Investigation on key geometries optimization and effect of variable operating conditions of a transcritical R744 two-phase ejector

Abstract

There was no literature that involved the combined investigation on the key geometries optimization and the effect of variable operating conditions (temperature, pressure and dryness fraction of primary and secondary flows) for a R744 two-phase ejector. In this paper, CFD simulation on geometries optimization and effect of variable operating conditions of a transcritical R744 two-phase ejector was carried out for the first time. Firstly, each of three geometries of area ratio (AR), nozzle exit position (NXP) and constant-area mixing chamber length (L2) was optimized to determine their relative sensitivity on ejector performance. Then, two or three geometries under different optimization orders were optimized. Finally, the effects of temperature, pressure and dryness fraction of primary and secondary flows as well as back pressure on ejector performance were analyzed based on the optimal ejector geometries.

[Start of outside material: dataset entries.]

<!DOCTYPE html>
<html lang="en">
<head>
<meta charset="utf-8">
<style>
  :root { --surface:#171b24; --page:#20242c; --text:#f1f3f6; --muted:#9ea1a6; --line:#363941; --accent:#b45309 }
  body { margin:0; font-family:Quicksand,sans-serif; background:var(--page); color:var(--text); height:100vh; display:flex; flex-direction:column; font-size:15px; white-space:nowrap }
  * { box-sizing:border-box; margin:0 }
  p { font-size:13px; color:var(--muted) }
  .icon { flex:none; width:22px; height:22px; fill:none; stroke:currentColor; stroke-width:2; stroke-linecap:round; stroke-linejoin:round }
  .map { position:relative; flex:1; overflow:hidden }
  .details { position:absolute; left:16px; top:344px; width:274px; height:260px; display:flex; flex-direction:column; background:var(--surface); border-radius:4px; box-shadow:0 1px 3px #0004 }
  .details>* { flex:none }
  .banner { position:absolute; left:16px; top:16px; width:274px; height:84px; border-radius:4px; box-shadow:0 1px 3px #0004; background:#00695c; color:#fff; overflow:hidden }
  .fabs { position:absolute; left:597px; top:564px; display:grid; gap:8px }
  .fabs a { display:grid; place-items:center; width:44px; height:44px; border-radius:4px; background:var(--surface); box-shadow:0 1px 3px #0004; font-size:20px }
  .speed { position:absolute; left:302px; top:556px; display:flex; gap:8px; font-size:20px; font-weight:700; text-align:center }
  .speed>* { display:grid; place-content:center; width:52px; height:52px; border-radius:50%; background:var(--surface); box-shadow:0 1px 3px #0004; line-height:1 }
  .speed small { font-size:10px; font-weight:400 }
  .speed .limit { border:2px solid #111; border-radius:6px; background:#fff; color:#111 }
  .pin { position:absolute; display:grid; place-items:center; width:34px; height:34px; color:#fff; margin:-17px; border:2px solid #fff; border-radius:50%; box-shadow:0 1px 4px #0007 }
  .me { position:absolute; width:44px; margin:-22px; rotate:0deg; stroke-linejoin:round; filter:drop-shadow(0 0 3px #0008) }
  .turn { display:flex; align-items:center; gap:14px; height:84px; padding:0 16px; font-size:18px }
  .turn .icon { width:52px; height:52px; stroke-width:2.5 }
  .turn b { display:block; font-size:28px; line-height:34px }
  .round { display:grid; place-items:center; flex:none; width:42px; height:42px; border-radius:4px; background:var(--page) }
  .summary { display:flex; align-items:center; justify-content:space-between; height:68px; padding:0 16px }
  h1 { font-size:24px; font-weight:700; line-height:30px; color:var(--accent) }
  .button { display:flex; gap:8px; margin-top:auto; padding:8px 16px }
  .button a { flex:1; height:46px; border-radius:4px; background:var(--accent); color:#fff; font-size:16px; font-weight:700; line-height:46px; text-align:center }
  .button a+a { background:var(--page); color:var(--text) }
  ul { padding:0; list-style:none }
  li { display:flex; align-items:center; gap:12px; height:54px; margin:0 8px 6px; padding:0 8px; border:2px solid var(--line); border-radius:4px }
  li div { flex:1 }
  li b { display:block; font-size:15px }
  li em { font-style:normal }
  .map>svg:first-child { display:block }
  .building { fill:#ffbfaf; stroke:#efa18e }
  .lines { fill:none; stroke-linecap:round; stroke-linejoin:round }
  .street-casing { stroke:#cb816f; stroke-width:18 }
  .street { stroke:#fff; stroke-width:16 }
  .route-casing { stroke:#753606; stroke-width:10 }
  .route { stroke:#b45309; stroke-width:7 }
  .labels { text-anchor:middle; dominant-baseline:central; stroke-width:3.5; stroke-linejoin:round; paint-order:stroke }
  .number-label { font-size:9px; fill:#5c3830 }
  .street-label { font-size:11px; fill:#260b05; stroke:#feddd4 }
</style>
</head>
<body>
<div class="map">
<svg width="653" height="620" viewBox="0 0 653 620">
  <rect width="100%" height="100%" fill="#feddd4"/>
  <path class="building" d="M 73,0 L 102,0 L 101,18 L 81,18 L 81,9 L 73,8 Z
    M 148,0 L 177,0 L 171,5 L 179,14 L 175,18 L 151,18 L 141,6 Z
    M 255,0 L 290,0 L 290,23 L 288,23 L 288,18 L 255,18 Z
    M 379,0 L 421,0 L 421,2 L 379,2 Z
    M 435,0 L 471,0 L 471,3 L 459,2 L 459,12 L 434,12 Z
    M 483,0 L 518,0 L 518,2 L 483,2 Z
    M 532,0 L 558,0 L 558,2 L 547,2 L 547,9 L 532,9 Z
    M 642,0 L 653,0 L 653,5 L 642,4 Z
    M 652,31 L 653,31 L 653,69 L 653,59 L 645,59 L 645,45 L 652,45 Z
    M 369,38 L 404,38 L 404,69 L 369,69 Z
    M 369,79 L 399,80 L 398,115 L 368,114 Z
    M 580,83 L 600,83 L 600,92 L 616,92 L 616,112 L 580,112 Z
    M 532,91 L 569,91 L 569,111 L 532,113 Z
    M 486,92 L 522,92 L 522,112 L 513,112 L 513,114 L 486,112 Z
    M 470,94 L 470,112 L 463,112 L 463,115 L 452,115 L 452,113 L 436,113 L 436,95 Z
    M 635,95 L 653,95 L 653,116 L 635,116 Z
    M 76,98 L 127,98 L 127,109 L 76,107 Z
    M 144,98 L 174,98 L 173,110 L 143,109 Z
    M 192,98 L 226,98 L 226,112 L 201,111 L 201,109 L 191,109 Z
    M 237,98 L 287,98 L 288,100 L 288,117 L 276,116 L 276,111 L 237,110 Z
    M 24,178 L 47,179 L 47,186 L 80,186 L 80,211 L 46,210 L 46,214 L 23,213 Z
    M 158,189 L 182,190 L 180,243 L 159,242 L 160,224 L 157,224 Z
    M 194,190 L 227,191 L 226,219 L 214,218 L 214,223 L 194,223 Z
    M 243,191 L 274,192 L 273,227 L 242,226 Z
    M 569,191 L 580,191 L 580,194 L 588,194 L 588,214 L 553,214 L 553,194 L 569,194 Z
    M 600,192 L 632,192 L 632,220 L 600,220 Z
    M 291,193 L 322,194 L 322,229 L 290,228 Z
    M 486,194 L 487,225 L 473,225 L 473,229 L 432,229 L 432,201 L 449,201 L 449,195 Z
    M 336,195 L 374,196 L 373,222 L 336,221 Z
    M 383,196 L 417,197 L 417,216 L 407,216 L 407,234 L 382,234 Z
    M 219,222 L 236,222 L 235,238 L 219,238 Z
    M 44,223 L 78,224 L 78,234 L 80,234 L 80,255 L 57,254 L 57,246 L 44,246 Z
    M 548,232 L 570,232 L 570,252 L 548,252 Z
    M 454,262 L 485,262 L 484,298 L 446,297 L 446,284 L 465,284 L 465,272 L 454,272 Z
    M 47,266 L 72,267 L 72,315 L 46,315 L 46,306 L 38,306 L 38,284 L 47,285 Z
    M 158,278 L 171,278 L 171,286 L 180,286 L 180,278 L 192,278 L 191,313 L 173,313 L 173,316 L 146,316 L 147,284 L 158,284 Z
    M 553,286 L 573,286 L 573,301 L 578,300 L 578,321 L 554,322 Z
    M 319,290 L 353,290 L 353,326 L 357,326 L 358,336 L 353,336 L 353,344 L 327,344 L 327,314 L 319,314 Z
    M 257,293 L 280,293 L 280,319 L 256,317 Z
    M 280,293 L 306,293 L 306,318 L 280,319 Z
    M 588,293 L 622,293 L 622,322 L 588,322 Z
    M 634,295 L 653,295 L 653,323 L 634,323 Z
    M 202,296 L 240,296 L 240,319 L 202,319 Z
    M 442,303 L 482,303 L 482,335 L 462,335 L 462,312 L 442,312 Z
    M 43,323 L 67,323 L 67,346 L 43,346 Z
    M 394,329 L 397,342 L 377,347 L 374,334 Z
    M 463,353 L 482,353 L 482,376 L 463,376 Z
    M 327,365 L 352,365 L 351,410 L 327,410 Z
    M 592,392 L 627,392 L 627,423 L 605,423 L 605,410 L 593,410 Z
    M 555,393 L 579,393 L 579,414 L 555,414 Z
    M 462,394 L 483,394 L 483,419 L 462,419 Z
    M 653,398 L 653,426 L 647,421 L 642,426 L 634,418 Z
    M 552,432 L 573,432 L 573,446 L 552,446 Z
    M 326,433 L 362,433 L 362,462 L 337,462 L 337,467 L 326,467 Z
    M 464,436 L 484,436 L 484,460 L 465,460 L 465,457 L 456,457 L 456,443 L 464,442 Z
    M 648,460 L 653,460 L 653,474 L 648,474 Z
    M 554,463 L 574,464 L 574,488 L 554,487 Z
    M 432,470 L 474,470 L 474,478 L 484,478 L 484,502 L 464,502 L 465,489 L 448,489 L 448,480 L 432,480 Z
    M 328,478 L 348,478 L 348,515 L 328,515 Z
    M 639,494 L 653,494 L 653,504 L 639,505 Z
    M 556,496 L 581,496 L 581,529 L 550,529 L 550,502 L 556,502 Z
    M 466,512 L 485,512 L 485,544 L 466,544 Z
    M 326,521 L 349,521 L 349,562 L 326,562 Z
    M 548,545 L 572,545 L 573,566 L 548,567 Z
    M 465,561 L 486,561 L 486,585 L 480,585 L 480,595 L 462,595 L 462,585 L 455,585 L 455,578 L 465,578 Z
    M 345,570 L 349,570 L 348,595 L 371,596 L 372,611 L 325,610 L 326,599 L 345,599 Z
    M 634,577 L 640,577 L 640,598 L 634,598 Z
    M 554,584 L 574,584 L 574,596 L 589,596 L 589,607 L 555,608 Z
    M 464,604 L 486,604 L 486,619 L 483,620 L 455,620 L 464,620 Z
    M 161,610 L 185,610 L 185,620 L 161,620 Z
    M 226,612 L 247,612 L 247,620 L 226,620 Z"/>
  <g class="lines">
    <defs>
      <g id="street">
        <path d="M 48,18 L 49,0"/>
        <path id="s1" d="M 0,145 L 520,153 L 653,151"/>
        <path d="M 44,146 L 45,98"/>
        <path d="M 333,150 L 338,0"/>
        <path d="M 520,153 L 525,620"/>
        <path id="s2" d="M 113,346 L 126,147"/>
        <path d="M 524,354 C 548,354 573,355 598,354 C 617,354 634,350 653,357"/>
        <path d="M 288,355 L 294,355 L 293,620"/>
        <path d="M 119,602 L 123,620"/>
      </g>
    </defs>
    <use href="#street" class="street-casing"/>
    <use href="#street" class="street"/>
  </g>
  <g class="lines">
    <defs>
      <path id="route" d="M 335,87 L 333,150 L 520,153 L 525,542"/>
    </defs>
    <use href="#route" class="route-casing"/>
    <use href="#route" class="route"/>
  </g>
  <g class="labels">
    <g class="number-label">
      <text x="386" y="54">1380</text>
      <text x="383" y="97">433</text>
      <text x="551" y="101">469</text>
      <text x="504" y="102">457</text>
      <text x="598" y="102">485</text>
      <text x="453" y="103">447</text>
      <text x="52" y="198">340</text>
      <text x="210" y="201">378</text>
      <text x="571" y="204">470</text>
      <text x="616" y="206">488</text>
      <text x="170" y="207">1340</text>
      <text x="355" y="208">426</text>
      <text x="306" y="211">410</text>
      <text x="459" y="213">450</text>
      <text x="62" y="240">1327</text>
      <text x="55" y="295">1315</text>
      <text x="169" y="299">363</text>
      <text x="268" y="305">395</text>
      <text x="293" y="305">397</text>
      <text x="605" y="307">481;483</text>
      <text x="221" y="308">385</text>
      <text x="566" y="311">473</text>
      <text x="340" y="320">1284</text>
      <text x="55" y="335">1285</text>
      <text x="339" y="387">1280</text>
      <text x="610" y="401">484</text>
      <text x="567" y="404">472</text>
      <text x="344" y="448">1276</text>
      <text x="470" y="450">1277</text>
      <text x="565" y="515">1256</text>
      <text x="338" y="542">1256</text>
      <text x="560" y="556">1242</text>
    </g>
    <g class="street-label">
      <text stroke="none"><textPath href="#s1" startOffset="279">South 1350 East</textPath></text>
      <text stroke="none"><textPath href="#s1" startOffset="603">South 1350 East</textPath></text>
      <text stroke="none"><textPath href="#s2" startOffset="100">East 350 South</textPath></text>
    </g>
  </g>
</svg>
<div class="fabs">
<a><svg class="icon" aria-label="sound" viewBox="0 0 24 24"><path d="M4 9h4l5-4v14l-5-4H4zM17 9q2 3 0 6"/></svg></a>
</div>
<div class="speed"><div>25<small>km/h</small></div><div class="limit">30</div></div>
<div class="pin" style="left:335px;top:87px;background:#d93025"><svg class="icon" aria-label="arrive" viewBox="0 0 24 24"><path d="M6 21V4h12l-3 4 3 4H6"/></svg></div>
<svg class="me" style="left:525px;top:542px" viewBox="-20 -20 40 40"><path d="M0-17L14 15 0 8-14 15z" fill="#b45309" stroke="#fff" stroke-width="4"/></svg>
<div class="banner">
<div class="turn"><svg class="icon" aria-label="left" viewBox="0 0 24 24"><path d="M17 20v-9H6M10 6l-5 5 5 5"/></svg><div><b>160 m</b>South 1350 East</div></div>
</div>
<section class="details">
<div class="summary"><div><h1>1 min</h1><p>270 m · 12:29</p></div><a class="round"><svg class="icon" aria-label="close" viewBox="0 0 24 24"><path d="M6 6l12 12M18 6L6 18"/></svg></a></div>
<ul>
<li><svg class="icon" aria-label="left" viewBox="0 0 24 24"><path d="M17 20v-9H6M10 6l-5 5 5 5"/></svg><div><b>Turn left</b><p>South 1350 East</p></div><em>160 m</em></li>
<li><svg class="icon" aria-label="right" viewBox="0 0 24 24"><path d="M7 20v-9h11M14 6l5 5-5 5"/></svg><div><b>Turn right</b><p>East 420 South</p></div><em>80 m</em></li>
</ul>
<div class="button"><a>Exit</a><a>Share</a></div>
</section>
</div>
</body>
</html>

The results showed that: (1) the relative sensitivity of entrainment ratio (ER) to AR is the highest with value of 44.56%, followed by NXP and L2; (2) optimizing two or three of these parameters under different optimization sequences can achieve certain optimization effect with ER improvement within 5.96%–33.91%, but the result depends on the optimization order; (3) the effect of dryness fraction of the primary flow on the ejector performance is greater than that of temperature; (4) the change of secondary flow pressure has a greater impact on the ejector ER as compared to the dryness fraction of the secondary flow; (5) not only increasing the primary and secondary flow pressure but also reducing the back pressure is conducive to improving the ejector performance.